I could potentially make some assumptions on time, but it doesn't necessarily map out, comments could happen way later, after other checkins.

Then there is the tips file.

It has objects like:

{
"id":"670f00d47d191f5820d40dda",
"createdAt":"2024-10-15 23:55:00.000000",
"text":"Great bookstore, with drinks, snacks, and plentiful recommendations cards with lots of details.",
"type":"user",
"canonicalUrl":"https:\/\/foursquare.com\/item\/670f00d47d191f5820d40dda",
"flags":[],
"viewCount":29,
"agreeCount":0,
"disagreeCount":0,
"user":{
"id":"15234",
"firstName":"Aram",
"lastName":"Zucker-Scharff",
"handle":"chronotope",
"privateProfile":false,
"gender":"male",
"address":"",
"city":"",
"state":"",
"countryCode":"US",
"relationship":"self",
"photo":{
"prefix":"https:\/\/fastly.4sqi.net\/img\/user\/",
"suffix":"\/15234-EMJINMXJKZ5R5S20.jpg"
}
},
"venue":{
"id":"64dd65470e981a714e4c9f6c",
"name":"First Light Books",
"url":"https:\/\/foursquare.com\/v\/first-light-books\/64dd65470e981a714e4c9f6c"
}
}

There do appear to be associated photos, but those photos don't seem to be in the pix folder I got with the export. I tried accessing the URL directly, but didn't get anything at that URL. However, looking at the venue, I didn't upload an image.

But that does match my profile image at https://fastly.4sqi.net/img/user/64x64/15234-EMJINMXJKZ5R5S20.jpg.

So I guess that is what that is.
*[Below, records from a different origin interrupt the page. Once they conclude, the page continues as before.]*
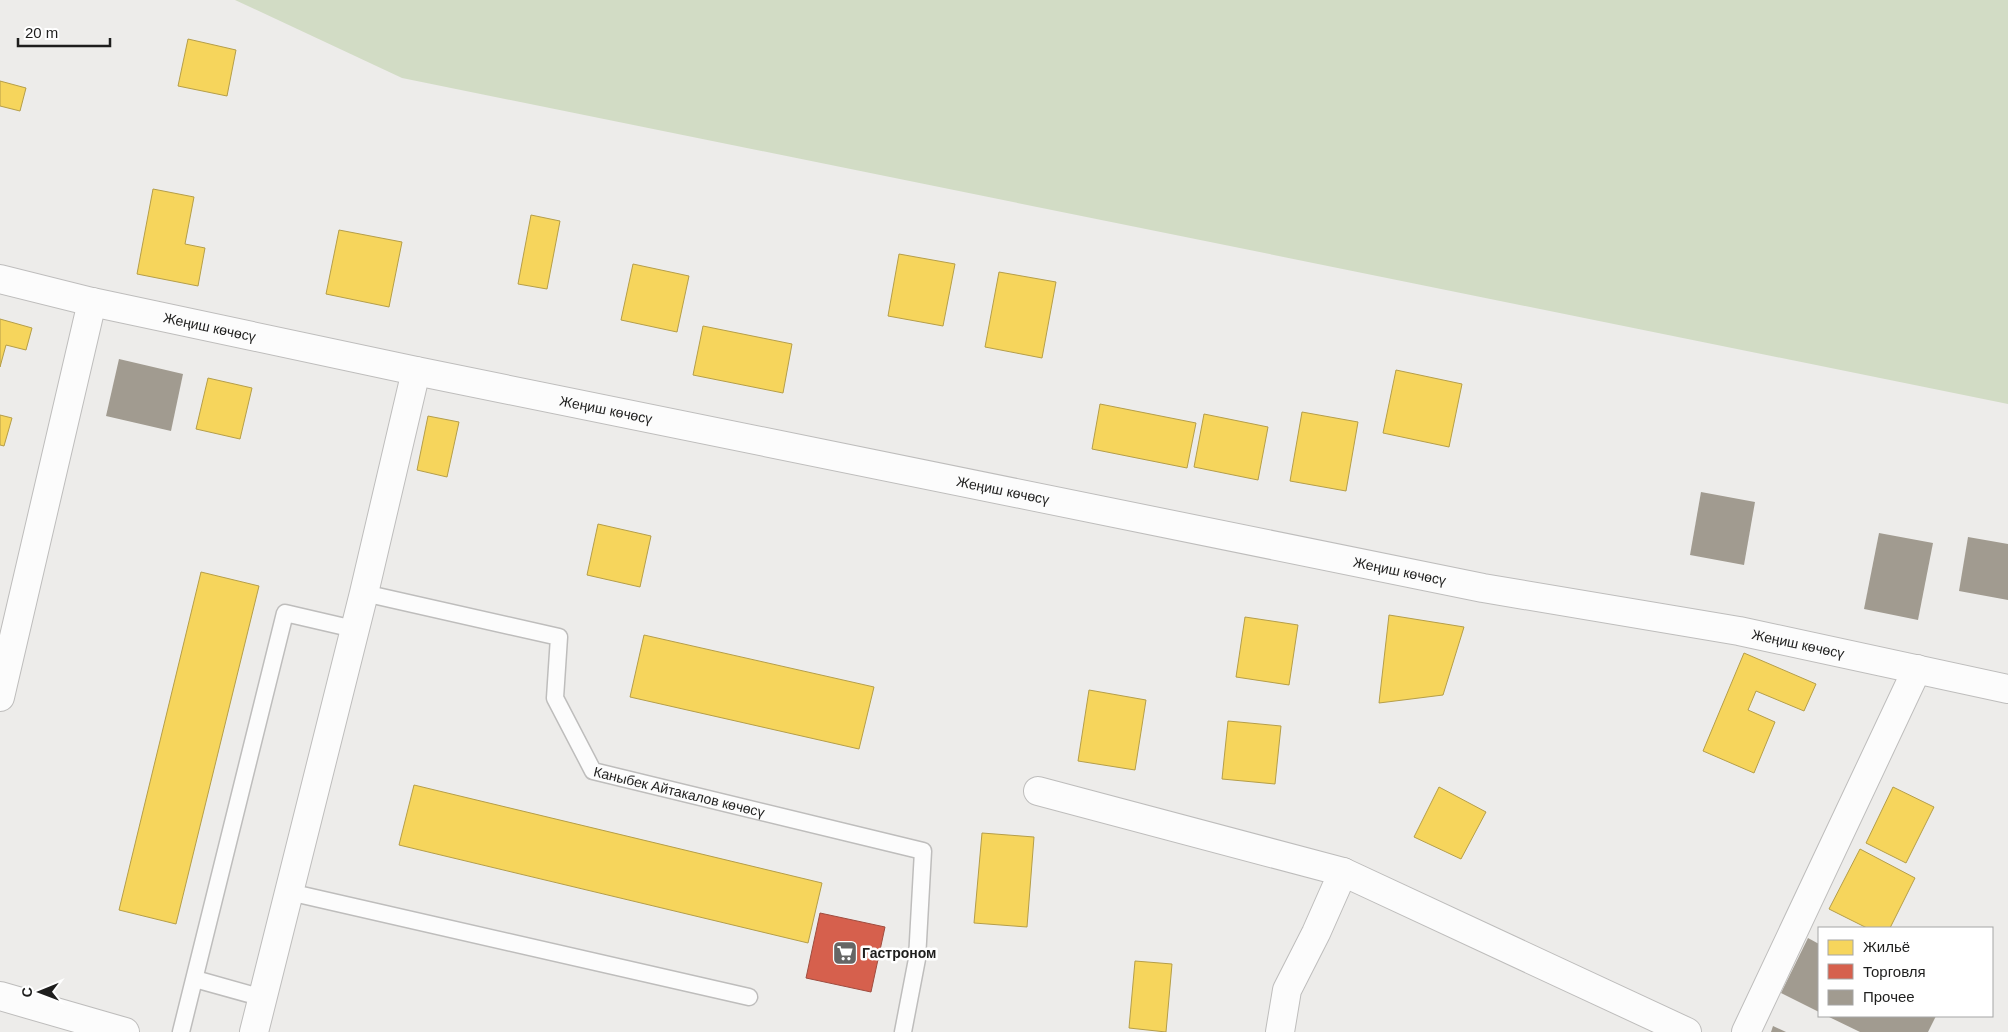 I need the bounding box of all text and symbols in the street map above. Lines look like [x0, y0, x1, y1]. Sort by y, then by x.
scale bar [18, 15, 110, 47]
text: 20 m [25, 24, 58, 41]
street label: Жеңиш көчөсү [162, 309, 257, 345]
street label: Жеңиш көчөсү [558, 392, 654, 427]
street label: Жеңиш көчөсү [955, 473, 1051, 508]
street label: Жеңиш көчөсү [1352, 554, 1448, 588]
street label: Жеңиш көчөсү [1750, 626, 1846, 662]
street label: Каныбек Айтакалов көчөсү [592, 763, 766, 820]
legend [1818, 927, 1993, 1017]
text: Жильё [1863, 938, 1910, 955]
supermarket icon: Гастроном [832, 940, 858, 966]
place label: Гастроном [862, 945, 936, 961]
text: Торговля [1863, 963, 1926, 980]
north arrow [15, 967, 65, 1017]
text: С [19, 987, 35, 997]
text: Прочее [1863, 988, 1915, 1005]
This does have a check-in associated with it:

id createdAt type visibility timeZoneOffset venueId venueName venueUrl commentsCount
670efb74d8a0e46cd107fea5 2024-10-15 23:32:04.000000 checkin closeFriends -300 64dd65470e981a714e4c9f6c First Light Books https://foursquare.com/v/first-light-books/64d... 0

Nothing there to associate based on except ID of the venue.

I am starting to conclude that maybe I also need just a listing of all the venues I've visited.

So I need to build a venues dataframe too.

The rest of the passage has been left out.